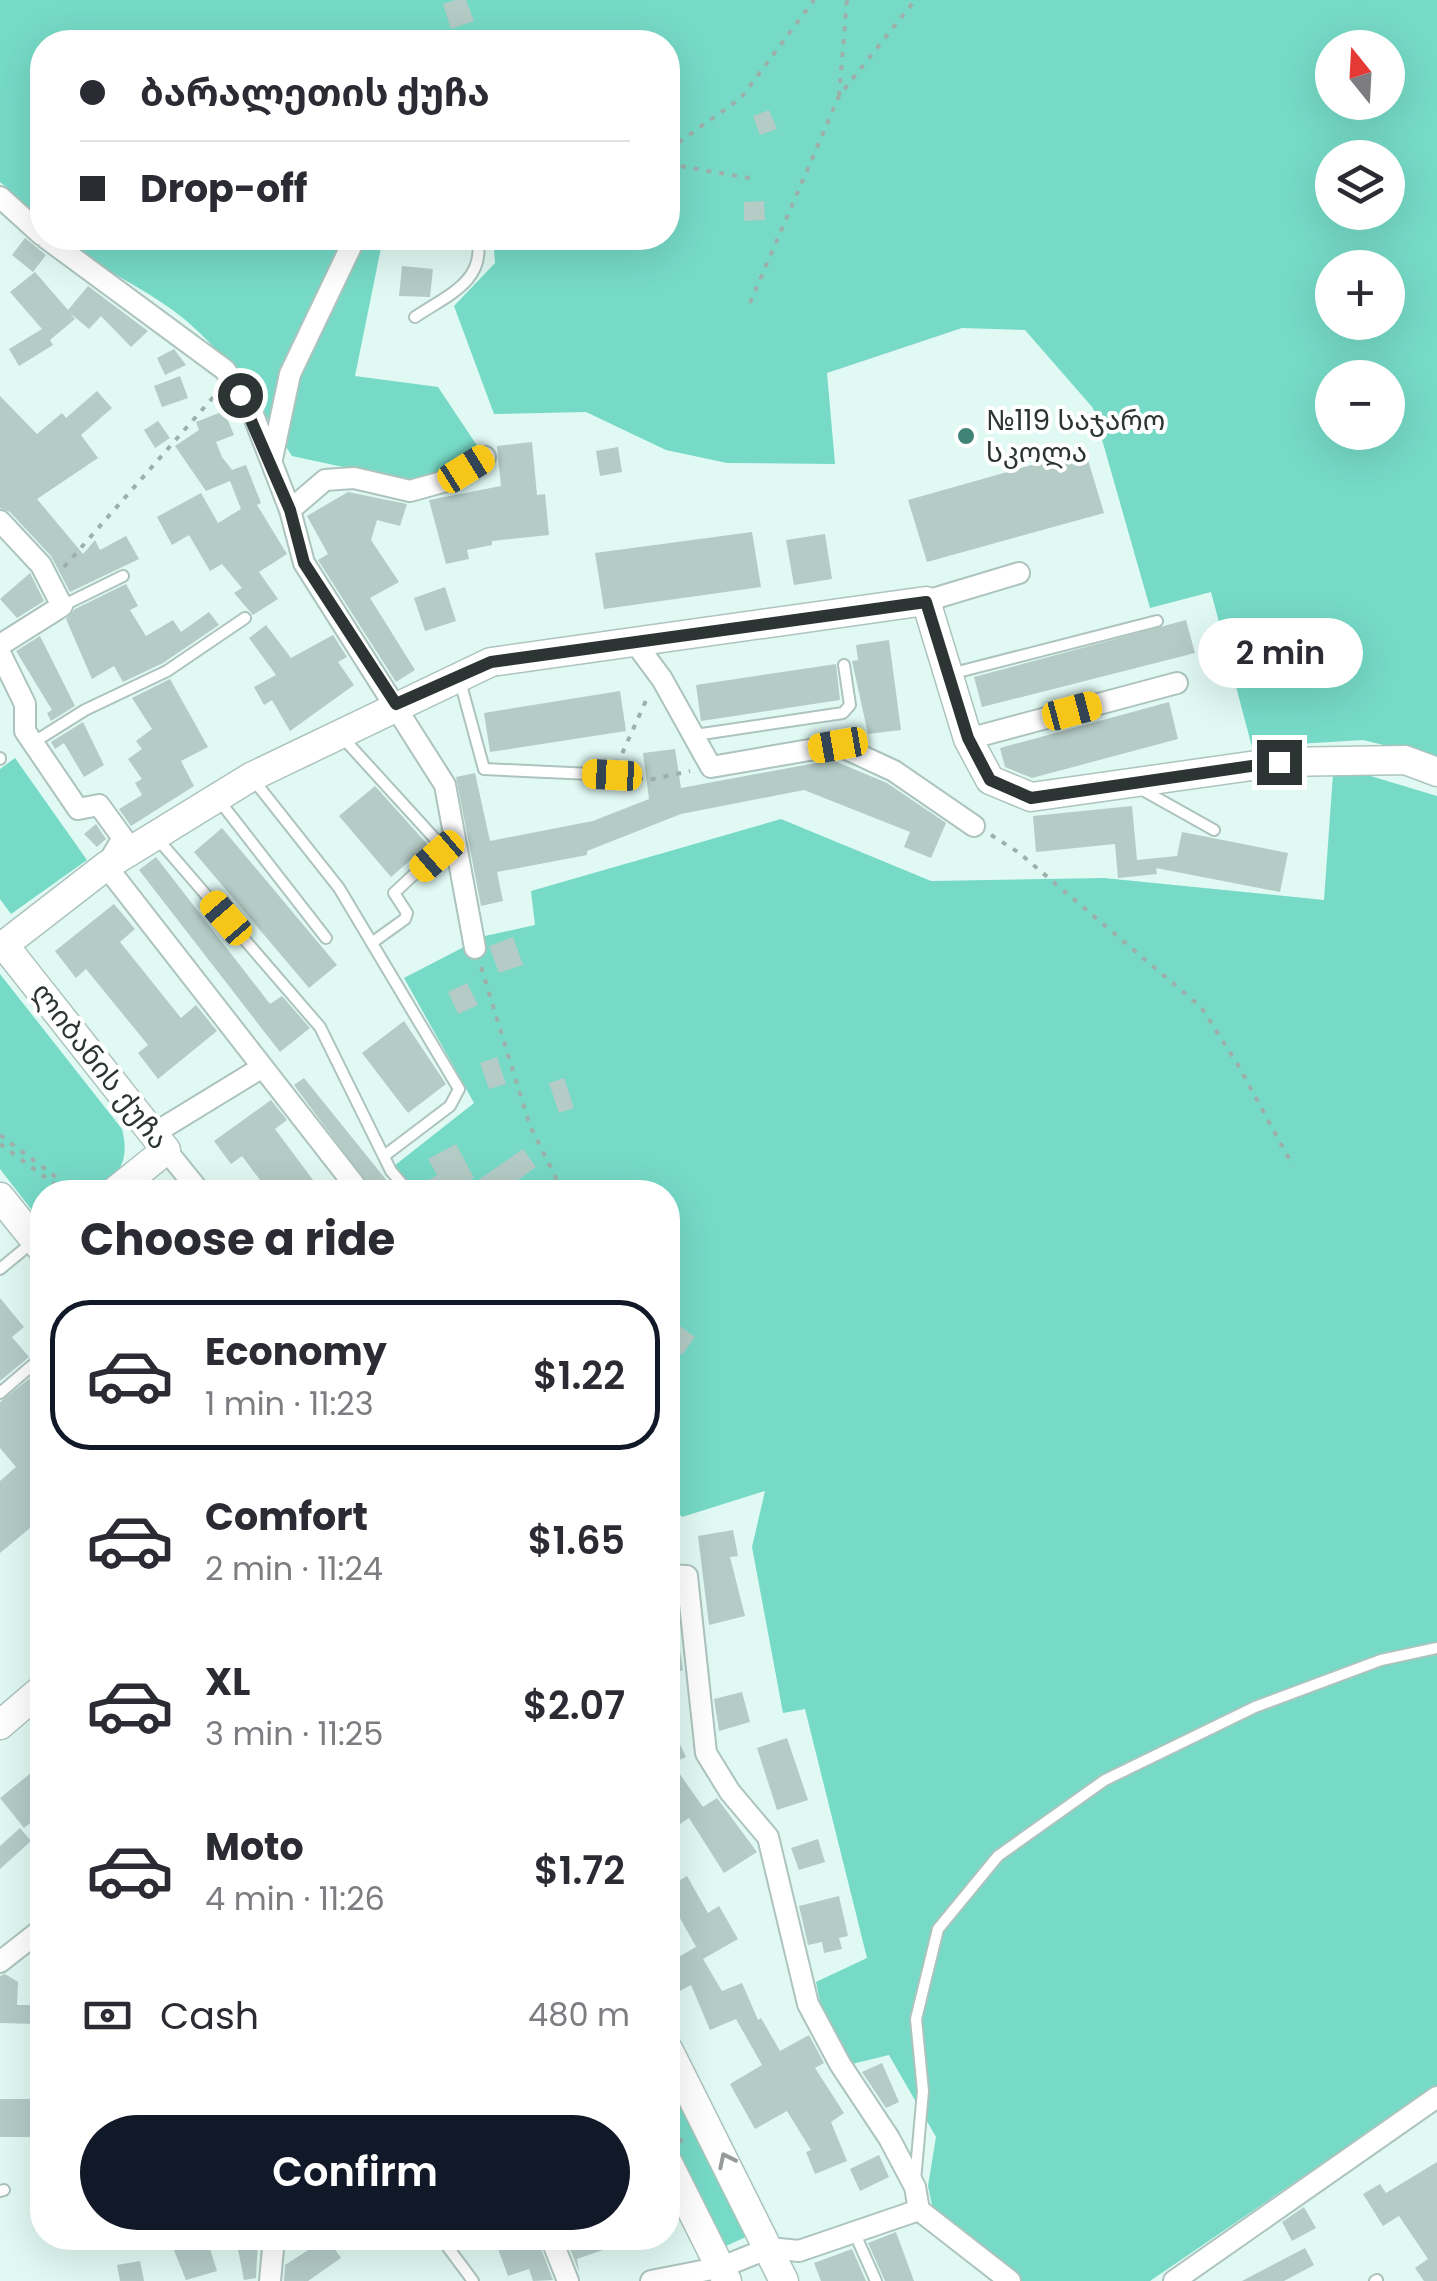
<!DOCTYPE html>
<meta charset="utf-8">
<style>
:root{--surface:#fff;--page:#f7f7f7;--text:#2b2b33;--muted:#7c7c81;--line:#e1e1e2;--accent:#111827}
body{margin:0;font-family:Poppins,"Noto Sans Georgian",sans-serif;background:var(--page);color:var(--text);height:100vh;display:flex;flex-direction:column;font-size:38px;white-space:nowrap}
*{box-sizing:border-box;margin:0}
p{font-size:32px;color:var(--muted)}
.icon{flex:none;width:55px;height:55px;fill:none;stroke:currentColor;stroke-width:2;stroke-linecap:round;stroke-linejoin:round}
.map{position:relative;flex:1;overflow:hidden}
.side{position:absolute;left:30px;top:1180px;width:650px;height:1070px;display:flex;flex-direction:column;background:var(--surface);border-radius:40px;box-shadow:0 10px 40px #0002}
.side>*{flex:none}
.top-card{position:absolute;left:30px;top:30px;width:650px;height:220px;border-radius:40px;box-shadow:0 10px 40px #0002;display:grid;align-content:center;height:220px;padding:0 50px;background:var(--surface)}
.needle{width:65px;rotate:342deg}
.buttons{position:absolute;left:1315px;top:30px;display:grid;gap:20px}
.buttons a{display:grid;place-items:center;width:90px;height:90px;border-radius:50%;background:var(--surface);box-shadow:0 10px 40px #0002;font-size:50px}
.end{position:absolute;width:45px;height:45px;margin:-22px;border:12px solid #2c3533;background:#fff;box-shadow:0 0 0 5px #fff}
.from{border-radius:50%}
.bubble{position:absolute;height:70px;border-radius:35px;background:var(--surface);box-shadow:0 10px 40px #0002;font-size:32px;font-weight:600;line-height:70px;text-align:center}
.car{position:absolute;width:30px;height:60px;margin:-30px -15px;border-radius:12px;box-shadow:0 0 8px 2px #0007;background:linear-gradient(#f5c518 24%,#345 0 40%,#f5c518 0 76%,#345 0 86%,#f5c518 0)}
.top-card b{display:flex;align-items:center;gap:35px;height:95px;font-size:38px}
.top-card b+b{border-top:2px solid var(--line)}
.top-card i{width:25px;height:25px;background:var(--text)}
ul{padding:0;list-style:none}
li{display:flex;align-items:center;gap:30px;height:150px;margin:0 20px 15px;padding:0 30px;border:5px solid transparent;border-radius:40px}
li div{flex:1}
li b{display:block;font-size:38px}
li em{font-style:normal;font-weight:600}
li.selected{border-color:var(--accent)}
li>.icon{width:90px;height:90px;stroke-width:1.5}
h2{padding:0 50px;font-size:45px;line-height:120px}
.pay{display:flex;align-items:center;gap:25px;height:110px;padding:0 50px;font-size:38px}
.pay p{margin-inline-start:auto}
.cta{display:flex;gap:20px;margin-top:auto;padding:20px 50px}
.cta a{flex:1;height:115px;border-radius:60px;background:var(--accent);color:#fff;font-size:40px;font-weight:600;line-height:115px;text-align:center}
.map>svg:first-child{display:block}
.green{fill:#76dac7;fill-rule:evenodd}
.building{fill:#b4cbc6}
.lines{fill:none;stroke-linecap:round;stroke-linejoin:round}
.lane-casing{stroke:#adc4be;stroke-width:14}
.street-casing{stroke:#adc4be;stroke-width:24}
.secondary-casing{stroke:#adc4be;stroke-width:31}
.path{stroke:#9dafab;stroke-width:4;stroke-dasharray:5 8;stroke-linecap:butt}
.lane{stroke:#fff;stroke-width:10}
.street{stroke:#fff;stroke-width:20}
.secondary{stroke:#fff;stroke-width:28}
.oneway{stroke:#969a99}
.route{stroke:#2c3533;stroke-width:12}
.poi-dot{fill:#408477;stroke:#fff;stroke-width:4}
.labels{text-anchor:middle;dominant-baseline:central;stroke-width:8;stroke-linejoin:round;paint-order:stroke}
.poi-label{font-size:28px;fill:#2c3533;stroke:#fff;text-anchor:start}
.street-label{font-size:28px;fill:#2c3533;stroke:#fff}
</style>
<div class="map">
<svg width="1437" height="2281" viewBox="0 0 1437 2281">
<rect width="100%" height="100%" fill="#e1f9f3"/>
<path class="green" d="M0 0H1437V758L1363 740 1252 747 1211 592 1150 608 1093 408 1025 330 962 328 827 373 835 464 727 463 666 450 586 412 494 414 454 306 495 263 493 238H668V42H42V219L0 182ZM1332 48H1388V102H1332ZM1332 158H1388V212H1332ZM1332 268H1388V322H1332ZM1332 378H1388V432H1332Z
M63 238H383L355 376 438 387 478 447 446 471 408 481 292 456C257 403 226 350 174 311 137 284 97 268 63 238Z
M15 758 87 860 11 914 0 899V769Z
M1333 774H1364L1437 796V2085L1150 2281H1022L933 2210 928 2186 936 2137 889 2055 852 2064 821 2007 816 1982 867 1958 805 1709 783 1713 752 1547 765 1491 682 1517 668 1500V1192H416L394 1166 474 1103 404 978 485 936 535 925 531 891 781 819 931 881 1104 878 1324 900Z
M0 974 122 1129C137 1187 86 1192 42 1192V1223L0 1169Z
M668 2076 748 2236 726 2246 668 2141Z"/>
<path class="building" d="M455 0H466L474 21 451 29 443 4Z
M769 110 777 129 760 135 753 116Z
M764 201 765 220 744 221V202Z
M25 238 46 255 33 272 12 255Z
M402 266 433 269 430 297 399 296Z
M35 272 68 310 88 286 148 331 131 347 101 316 89 329 70 313 75 319 50 340 53 345 19 366 9 349 42 329 10 292Z
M174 349 186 365 165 375 157 358Z
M180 376 188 398 162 407 154 386Z
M97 391 112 408 81 435 98 458 37 499 83 554 95 540 100 550 126 536 139 559 70 592 51 556 10 512 0 508V396L37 434 62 413 66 418Z
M224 411 234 435 216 442 222 457 232 470 246 465 261 503 257 505 287 554 259 572 278 599 253 615 234 593 242 588 222 564 210 571 189 535 172 545 157 517 201 493 218 523 241 509 230 481 206 491 175 446 199 430 196 422Z
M158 421 170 438 155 448 144 430Z
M532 442 537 495 545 494 549 535 492 541V545L467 550 469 559 446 564 429 500 501 486 497 446Z
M618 447 622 472 600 476 596 451Z
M1085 450 1104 513 927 562 908 500Z
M348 492 407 504 400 526 377 520 371 540 399 582 370 598 415 670 396 682 318 560 328 554 307 516Z
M752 532 761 587 604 609 595 553Z
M825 534 832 579 794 585 786 540Z
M30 573 44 601 17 618 0 599Z
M126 584 138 606 130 610 146 636 173 620 181 632 209 612 219 625 163 663 123 682 114 666 92 679 66 619 75 609Z
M445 587 456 621 425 631 414 598Z
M1186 620 1195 653 982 707 974 677Z
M266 625 291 658 333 635 347 657 338 662 354 685 290 731 272 700 264 705 254 687 276 675 249 638Z
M40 636 75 706 51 721 47 713 52 710 16 651Z
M889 640 901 730 868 734 852 661 858 660 856 645Z
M836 664 840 700 701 721 696 685Z
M170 679 208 747 181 761 194 786 131 826 119 809 142 795 135 783 142 779 128 759 142 749 136 741 152 729 132 698Z
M620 691 626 731 490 752 484 713Z
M1169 702 1178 739 1032 778 1005 767 1000 748Z
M83 722 104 765 84 777 64 743 55 749 51 742Z
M675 749 681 788 832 760 887 783 946 823 931 858 904 847 910 832 804 790 681 814 587 851V855L497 872 503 901 481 906 456 777 475 773 490 841 593 821 649 799 643 753Z
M375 786 428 845 391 877 339 816Z
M1132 806 1137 860 1177 856 1182 832 1288 853 1280 892 1156 868 1157 874 1118 878 1115 844 1036 852 1033 816Z
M96 824 106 839 97 847 84 834Z
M222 828 337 965 309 988 194 852Z
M156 857 270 1004 282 996 310 1028 280 1052 139 870Z
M114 904 135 929 120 942 181 1018 196 1005 217 1031 158 1079 138 1053 148 1045 86 969 76 978 55 951Z
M513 937 523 965 499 973 489 946Z
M467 983 478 1005 458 1014 448 992Z
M404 1021 446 1084 408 1113 362 1053Z
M497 1057 506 1084 489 1089 480 1063Z
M304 1078 396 1192H373L294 1085Z
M564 1078 574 1108 559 1113 549 1083Z
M271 1100 287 1120 275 1129 322 1192H269L242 1156 231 1164 214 1141Z
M456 1144 474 1178 445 1192H418L416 1188 437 1175 428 1159Z
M523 1149 536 1167 501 1192H461Z
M0 1298 24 1327 12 1337 29 1357 0 1381Z
M676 1323 695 1337 682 1355 668 1345V1334Z
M40 1370 42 1478 33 1487 42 1498V1518L0 1553V1481L16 1467 0 1448V1402Z
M733 1530 738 1556 730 1557 745 1616 709 1625 698 1536Z
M675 1618 683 1670 668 1676V1619Z
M742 1692 750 1722 719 1731 714 1699Z
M668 1719 686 1757 672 1763 703 1807 717 1798 757 1852 724 1873 689 1818 680 1824 668 1807Z
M787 1738 808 1800 777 1810 757 1748Z
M42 1764V1813L24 1828 0 1798Z
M20 1828 31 1841 0 1869V1846Z
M818 1839 825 1862 799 1870 791 1848Z
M687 1876 708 1913 719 1906 738 1939 703 1959 668 1897V1887Z
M839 1896 848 1936 839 1938 842 1949 824 1953 822 1942 808 1945 799 1906Z
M696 1947 722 1991 742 1983 758 2020 761 2018 780 2051 809 2035 824 2063 815 2068 844 2113 831 2122 847 2161 815 2174 806 2152 811 2150 787 2111 755 2129 730 2084 762 2065 736 2019 710 2030 691 1985 676 1993 668 1979V1963Z
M5 1974 18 1982 17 2005H39L38 2024 0 2023V1976Z
M882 2063 899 2102 886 2108 862 2072Z
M0 2099H42V2137H0Z
M879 2155 889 2177 860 2191 850 2169Z
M1437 2162V2281H1424L1415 2268 1428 2259 1399 2216 1383 2226 1363 2194 1380 2184 1386 2193Z
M1304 2207 1316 2228 1292 2241 1282 2222Z
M896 2232 914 2281H885L868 2243Z
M169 2238H216L217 2244 209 2246 217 2271 186 2280Z
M258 2238 256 2278 244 2280 236 2239Z
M327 2238 341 2258 308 2281H284L285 2265Z
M494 2238H537L553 2280 533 2281 529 2269 508 2276Z
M566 2238H631L632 2240 577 2259 579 2272Z
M1305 2248 1314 2265 1284 2281H1242Z
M852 2249 866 2281H821L814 2263Z
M140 2261 144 2281H120L117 2265Z"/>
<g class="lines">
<g class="lane-casing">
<path id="lane" d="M415 317C446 296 487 281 477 238
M62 606 123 576
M950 674 1157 621
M460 681 484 769 612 775
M695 735 843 713 850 705 844 665
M343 738 436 840 439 851 394 893 407 913 405 919 373 942
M34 742 85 710 167 671 245 618
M0 758V759
M252 778 339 888 459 1089 450 1106 384 1156
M1139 788 1214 830
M218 799 326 938
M156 837 320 1027 391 1171 409 1192
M0 1269 34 1241
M0 1393 42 1357
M915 2181 923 2091 916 2019 938 1929 998 1856 1105 1780 1255 1707 1381 1660 1437 1648
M0 2191 4 2190
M855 2234 876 2281
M441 2238 473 2281
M1375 2281 1377 2280"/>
</g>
<g class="street-casing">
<path id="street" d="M0 197 42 235
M46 238 225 370 252 412 290 510 304 563 445 785 475 948
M272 459 290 374 355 238
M290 510 325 480 354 478 410 491 446 481 485 457
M0 521 41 565 62 606 0 645
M926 601 1019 573
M636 644 662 679 711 767 838 745 894 771 974 826
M0 653 25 704V731L78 809 99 805 123 838 106 866 360 1192
M968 739 1177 683
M153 1134 261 1068
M166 1150 200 1192
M668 1575 687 1576 706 1753 730 1792 768 1837 808 2004 840 2064 889 2138 915 2187 919 2210 1010 2281
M0 1962 42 1929
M551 2238 568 2281
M270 2281 274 2238
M651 2281 722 2267 769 2248 799 2251 919 2210
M1174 2281 1437 2097"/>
</g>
<g class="secondary-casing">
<path id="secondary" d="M114 1192 166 1150 4 945 106 866 251 777 491 662 926 601 968 739 990 780 1031 797 1279 762 1405 760 1437 772
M0 1197 42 1249
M0 1725 42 1689
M668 2049 784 2281
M668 2163 727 2281"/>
</g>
<path class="path" d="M839 96 847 0
M668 150 741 98 814 0
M668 164 755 179
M750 303 839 96 915 0
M64 567 216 394
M617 765 648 696
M625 777 649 780 690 771
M991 835 1018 852 1201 1007 1238 1065 1293 1166
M481 967 530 1126 563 1192
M0 1135 76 1192
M0 1144 65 1192
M668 2115 682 2143"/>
<use href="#lane" class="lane"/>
<use href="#street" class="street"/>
<use href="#secondary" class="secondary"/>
</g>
<defs><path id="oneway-chevron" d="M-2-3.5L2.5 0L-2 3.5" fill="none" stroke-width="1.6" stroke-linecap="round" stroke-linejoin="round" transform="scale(2.5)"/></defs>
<use class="oneway" href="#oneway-chevron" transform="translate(726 2160) rotate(-116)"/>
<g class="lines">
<path class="route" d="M240 395 290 510 304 563 396 704 491 662 926 602 968 738 990 780 1031 798 1279 762"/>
</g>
<circle class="poi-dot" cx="966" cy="436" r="10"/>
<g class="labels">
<g class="poi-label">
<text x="986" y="420">№119 საჯარო<tspan x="986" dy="32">სკოლა</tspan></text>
</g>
<g class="street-label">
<text transform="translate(100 1066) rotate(52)">ლიბანის ქუჩა</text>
</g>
</g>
</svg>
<div class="buttons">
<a><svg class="needle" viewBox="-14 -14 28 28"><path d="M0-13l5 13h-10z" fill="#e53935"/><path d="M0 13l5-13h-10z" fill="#7c7c81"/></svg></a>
<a><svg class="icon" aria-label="layers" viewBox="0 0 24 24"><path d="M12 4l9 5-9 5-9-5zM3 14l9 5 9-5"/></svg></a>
<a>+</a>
<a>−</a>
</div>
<i class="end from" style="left:240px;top:395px"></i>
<i class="end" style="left:1279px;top:762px"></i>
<div class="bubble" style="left:1198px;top:618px;width:165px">2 min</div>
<i class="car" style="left:466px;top:469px;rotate:58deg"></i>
<i class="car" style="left:1072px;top:711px;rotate:75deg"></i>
<i class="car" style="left:838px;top:745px;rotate:260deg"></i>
<i class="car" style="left:612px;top:775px;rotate:273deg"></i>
<i class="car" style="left:437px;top:856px;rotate:229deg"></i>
<i class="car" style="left:226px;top:918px;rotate:319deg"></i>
<div class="top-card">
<b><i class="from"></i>ბარალეთის ქუჩა</b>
<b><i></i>Drop-off</b>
</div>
<section class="side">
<h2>Choose a ride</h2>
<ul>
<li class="selected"><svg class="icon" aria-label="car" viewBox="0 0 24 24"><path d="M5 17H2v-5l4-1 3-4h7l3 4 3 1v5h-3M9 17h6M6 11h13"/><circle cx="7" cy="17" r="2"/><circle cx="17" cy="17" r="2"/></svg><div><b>Economy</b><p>1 min · 11:23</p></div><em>$1.22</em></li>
<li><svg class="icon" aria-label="car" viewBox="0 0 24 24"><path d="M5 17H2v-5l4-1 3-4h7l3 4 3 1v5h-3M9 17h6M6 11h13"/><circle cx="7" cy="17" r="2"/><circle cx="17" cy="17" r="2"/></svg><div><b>Comfort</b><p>2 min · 11:24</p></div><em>$1.65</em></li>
<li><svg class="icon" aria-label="car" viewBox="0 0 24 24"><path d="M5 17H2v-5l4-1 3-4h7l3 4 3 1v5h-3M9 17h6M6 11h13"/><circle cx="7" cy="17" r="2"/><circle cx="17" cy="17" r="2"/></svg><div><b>XL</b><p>3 min · 11:25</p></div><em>$2.07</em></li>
<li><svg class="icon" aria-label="car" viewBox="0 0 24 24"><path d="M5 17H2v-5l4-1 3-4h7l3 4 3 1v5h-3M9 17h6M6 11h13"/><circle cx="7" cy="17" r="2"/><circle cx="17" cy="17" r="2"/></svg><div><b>Moto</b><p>4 min · 11:26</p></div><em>$1.72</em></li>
</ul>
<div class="pay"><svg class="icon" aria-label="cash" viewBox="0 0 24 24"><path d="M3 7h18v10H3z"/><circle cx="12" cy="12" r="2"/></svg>Cash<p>480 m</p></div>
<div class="cta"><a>Confirm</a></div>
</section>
</div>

§ §

WHAT THE TASK ASKS:
If a line of the data above holds the string "weight", count it, then state only the total.

ANSWER AREA:
3